The seven pyramids of culture for Cairo
Cairo, the capital of Egypt, is immense. With its almost twenty million inhabitants, it is the most densely populated metropolis on the African continent. It stands at the southern end of the great delta of the Nile, at the point where the desert gives way to the fertile lands of Lower Egypt.
Modern Cairo is a chaotic expanse of houses and concrete that is rapidly overwhelming the traditional plantations of date palms and ancient vegetable gardens which, in former times, fringed the banks of the Nile with greenery. Today, Egypt's remaining agricultural land is being used up and replaced by large neighbourhoods saturated with housing, often with no parks or public urban spaces.

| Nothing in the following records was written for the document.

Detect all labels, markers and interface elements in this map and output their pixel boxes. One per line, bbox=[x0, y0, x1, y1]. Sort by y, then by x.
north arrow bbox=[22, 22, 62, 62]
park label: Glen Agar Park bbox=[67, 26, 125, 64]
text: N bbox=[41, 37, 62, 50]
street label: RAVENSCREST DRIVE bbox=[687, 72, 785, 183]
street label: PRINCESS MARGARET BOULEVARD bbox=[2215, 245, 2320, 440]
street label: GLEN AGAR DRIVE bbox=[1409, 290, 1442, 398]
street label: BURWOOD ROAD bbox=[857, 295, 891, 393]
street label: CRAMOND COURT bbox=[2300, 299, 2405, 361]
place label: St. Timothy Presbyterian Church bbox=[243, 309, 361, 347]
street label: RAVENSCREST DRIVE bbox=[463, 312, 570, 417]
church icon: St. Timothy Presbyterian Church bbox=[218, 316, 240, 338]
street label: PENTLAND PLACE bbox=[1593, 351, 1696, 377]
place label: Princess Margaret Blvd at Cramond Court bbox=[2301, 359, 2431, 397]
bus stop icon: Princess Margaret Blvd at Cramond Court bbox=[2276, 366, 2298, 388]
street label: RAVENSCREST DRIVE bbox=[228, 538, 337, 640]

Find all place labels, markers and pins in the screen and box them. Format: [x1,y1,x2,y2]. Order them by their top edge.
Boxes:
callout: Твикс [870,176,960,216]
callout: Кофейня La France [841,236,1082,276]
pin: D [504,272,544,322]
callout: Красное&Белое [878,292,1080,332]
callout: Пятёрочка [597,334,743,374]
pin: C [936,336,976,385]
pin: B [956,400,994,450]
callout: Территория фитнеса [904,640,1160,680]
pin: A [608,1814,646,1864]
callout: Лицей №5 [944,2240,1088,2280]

This tangled urban system extends for 37 kilometers from Al Khankah all the way to the Giza plateau, where theshanty towns have extended to the foot of the ancient pyramids. This problem of spontaneous suburbs that grow up without adhering to any urban planning rules is a concern for many of the chaotic, very polluted metropolises in Africa, Asia and South America.
These seven new pyramids for Cairo are conceived as seats of cultural and academic centres, where new generations of Egyptian students will be educated. These pyramids are intended to stand as privileged points of observation and as places for reflection and moral thinking. The intention of the project is to highlight the urban catastrophe that is present-day Cairo, putting it on exhibition as though it were a vast contemporary art installation. Anyone will be able to climb up from the city to the highest level of these futuristic pyramids, from there to observe Cairo from a new point of view: the viewpoint of each individual’s private moral conscience.
The monumental size of these seven pyramids enables them to establish a dialogue with the ancient pyramids of the Pharaohs. The intention of the project is to criticise the consumption of land that is being perpetrated by contemporary urban planning. The new pyramids represent a new city of culture positioned above the chaotic city, on a new urban level. This idea of creating parallel cities superimposed on existing cities is offered as a suggestion for how the cities of the future will have to be smaller and must develop on superimposed levels,in a more efficient and ecological way.
These seven pyramids resemble enormous steel spiders with very tall slender legs that seem to besiege the city, forming an autonomous urban system positioned high above Cairo. Each pyramid will be a centre of cultural creation, whose role will be to disseminate new positive ideas aimed at regenerating this disordered African metropolis. Each pyramid will be identified with the name of one of the ancient Egyptian gods. They will host a School of Architecture and Urbanism, a Papyrus Restoration Institute, a National Library, a School of Traditional Crafts, a Faculty of Botany, and other educational facilities. Together they will constitute a cultural loop that has the potential to educate and prepare the new generations of Cairo professionals and managers, based on principles of better landscape and environmental sustainability.
All the pyramids will be connected by a monorail similar to a high-level metro system, with a station at the base of each pyramid, so that it becomes possible to move around from place to place at high level across this urban cultural network. Large panoramic lifts and stair towers, positioned inside the columns, will make it possible to move upwards, away from the chaotic city and into the cultural city.
Terraces at the top of the pyramids will act as large panoramic squares looking over the city, where students and tourists can stroll and discuss pleasurably, in a modern high-level version of the Greek agora.
The seven pyramids have been designed in an inverted version, with their apices pointing downwards to indicate, in a metaphorical sense, the idea of subverting the uncontrolled urban development that is destroying nature and its fragile ecological systems.